Boundaries is an insidious movie in what bad behavior it winks at and what bad behavior is considered pathetic or abhorrent. With the stubborn exception of Kristen Schaal, who has made a career out of playing irrepressible, quirky women who are like ducks and water—negative assignations of their self worth never rest on them for long, but slide right off, most of the women characters, including the unseen therapist, are written off and summarily dismissed as irrelevant or horrible, but men behaving badly is an amusing characteristic that shows that they are free spirits living fully, and if you can’t get on board, you need to loosen up. While I agreed that the party requirements were ridiculous, and I enjoy watching a good rage quit, I would have enjoyed it more if that rage was also directed at the men in her life, including her son and her father, who experience zero negative consequences for wasting her time and abusing her trust.
Instead Boundaries gives us a happy ending that seemed like a nightmare to me. We’ve witnessed first hand that if Jack and Henry don’t agree with Laura, even though she is putting in the work and time to do what they asked her to do while she puts her life on hold to make their lives better, they will just act like she is crazy, ignore her and do what they want and put her in harmful situations. A happy ending would have been to leave Henry at his father’s place and say, “Figure out,” and when her dad turns up after wasting her time, she threatens to call the police if he doesn’t leave and says that he is trespassing and in possession of marijuana. “I found you a home. In jail! Bye! I know how you love riding around in the backseat while other people drive. You think that you’re better than this. I’ll give you a reason to need to get high. Pay back! I’m better at abandoning than you (insert Jenifer Lewis laugh).”
The only life that they want is one in which she is in complete service to their whims, and she has no life outside of them.
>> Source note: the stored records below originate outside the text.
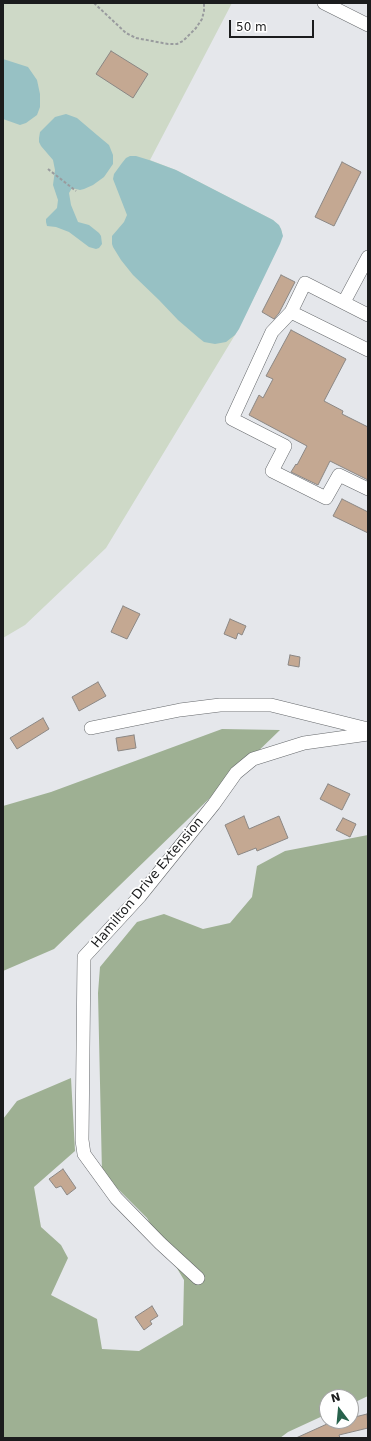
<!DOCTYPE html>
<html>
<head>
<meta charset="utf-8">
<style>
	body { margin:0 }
	#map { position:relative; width:371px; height:1441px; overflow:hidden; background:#e5e7eb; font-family:"DejaVu Sans",sans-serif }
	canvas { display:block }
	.frame { position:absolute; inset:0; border:4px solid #1b1c1d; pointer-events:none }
	.north { position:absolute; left:319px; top:1389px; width:40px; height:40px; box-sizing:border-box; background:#fff; border:1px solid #a4a4a5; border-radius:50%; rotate:344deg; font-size:11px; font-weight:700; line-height:16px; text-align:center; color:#1b1c1d }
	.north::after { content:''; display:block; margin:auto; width:14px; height:18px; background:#28624c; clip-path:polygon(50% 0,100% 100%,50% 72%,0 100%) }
	.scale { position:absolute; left:229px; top:20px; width:85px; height:18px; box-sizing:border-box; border:2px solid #1b1c1d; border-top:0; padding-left:5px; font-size:12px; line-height:14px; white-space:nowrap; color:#1b1c1d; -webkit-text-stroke:3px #fff; paint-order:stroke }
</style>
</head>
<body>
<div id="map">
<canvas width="371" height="1441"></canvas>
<div class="frame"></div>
<div class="north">N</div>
<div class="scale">50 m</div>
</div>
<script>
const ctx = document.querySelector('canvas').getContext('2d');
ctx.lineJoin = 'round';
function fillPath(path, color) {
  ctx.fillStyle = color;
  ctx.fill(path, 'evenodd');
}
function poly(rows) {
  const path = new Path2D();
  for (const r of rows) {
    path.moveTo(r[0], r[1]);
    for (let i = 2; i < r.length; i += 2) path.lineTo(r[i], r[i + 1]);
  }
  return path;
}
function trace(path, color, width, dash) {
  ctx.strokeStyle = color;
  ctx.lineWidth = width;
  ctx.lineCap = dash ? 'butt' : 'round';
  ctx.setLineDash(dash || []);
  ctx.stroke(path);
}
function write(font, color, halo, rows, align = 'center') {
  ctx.font = font + ' "DejaVu Sans",sans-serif';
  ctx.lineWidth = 3.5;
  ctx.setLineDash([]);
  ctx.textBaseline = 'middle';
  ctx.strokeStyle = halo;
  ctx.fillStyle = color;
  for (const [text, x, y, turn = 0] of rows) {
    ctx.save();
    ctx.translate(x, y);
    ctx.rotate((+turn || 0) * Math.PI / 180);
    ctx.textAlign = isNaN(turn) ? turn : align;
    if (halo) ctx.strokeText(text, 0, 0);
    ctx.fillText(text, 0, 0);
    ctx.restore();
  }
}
const green = poly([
	[3,3,232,3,150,160,176,170,273,220,281,229,282,232,258,289,235,335,106,548,25,625,3,638]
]);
const forest = poly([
	[222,729,280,730,54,949,3,971,3,806,51,792],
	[368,835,368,1396,351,1404,351,1397,327,1397,327,1414,288,1432,280,1438,3,1438,3,1119,17,1101,71,1078,75,1151,34,1187,41,1227,61,1245,68,1258,51,1295,97,1319,102,1349,139,1351,183,1325,184,1280,147,1218,102,1173,98,993,100,967,137,922,164,914,203,929,230,923,252,897,257,866,285,851]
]);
const water = poly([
	[3,59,28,67,37,80,40,94,40,107,37,115,26,123,20,125,3,119],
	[66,114,77,118,97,135,109,145,113,155,113,164,104,177,93,185,84,189,80,190,72,188,69,193,71,205,78,222,89,225,99,233,101,236,102,244,99,248,96,249,89,247,69,232,56,227,47,226,46,222,46,219,57,208,58,200,53,185,55,170,53,160,41,146,39,142,39,138,40,132,55,117],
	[130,156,136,156,149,160,176,170,273,220,279,225,281,229,283,236,280,244,239,329,235,335,226,342,215,344,204,342,199,338,178,320,159,300,133,275,121,260,113,247,112,244,112,236,124,222,127,215,113,179,114,174,122,163,126,158]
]);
const building = poly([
	[111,51,148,74,133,98,96,74,111,51],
	[342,162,361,172,334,226,315,217,342,162],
	[281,275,295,282,279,313,274,319,262,312,281,275],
	[291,330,346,359,324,401,343,411,342,414,368,427,368,480,330,461,318,485,291,472,296,464,297,465,307,446,249,415,259,395,263,398,273,379,266,376,291,330],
	[342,499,368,512,368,533,333,516,342,499],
	[123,606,140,614,127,639,111,632,123,606],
	[230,619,246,626,242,635,238,633,236,639,224,634,230,619],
	[290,655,300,657,299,667,288,665,290,655],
	[98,682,106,696,79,711,72,697,98,682],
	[43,718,49,729,17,749,10,738,43,718],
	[134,735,136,748,118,751,116,738,134,735],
	[328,784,350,794,342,810,320,799,328,784],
	[244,816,249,829,279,816,288,838,257,851,256,848,238,855,225,825,244,816],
	[343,818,356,824,350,837,336,830,343,818],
	[63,1169,76,1188,67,1195,61,1186,56,1188,49,1179,63,1169],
	[152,1306,158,1316,150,1321,152,1324,144,1330,135,1317,152,1306],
	[367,1414,368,1428,339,1435,340,1438,296,1438,327,1424,336,1421,351,1421,351,1418,367,1414]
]);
const path = poly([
	[94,3,126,33,136,38,168,44,177,44,183,41,196,28,202,19,204,11,204,3],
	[48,169,76,191]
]);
const minor = poly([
	[324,3,368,25],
	[344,302,368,257],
	[291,312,272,332,232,419,285,446,272,471,326,498,339,475,368,489],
	[368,315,305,283,291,312,368,350],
	[91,728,180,710,220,705,271,705,368,729],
	[198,1278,160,1243,116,1198,84,1154,82,1140,84,957,140,896,214,804,236,773,253,759,304,743,368,734]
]);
const streetNames = [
	["Hamilton Drive Extension",148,883,-50]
];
fillPath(green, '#ced9c7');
fillPath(forest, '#9eb093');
fillPath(water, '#97c1c4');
fillPath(building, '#c4a892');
trace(building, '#8b8784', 1);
trace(minor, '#66696c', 14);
trace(path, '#999b9e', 2, [3, 2]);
trace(minor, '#fff', 13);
write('13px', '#1b1c1d', '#fff', streetNames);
</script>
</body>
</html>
If there was ever a moment that I wish that I could have teleported into a movie and interact with a character, it is when Henry is at home and says to his mother, “I’m really fucking hungry.” I would have appeared in front of him like magic and replied, “Go to the kitchen and feed yourself, you spoiled brat. God, I hate you people! You’re not special or talented so you better start learning how to feed yourself because it may be the only skill that makes you employable, you little entitled jerk.” Then I would have dragged Laura’s ass back to the therapist while helping her look for a job because she screwed up the one dysfunctional thing that was slightly working in her favor.
Thank you to the movie theaters for saving me from myself by pulling the movie after one week and if it showed in the second week, it showed at a time too inconvenient for anyone with a job to see Boundaries. I would have been so mad if I had paid to see this crap. Dear Vera, please ease up on taking roles as mothers with strange sons. Dear CV, do you really need the money this bad?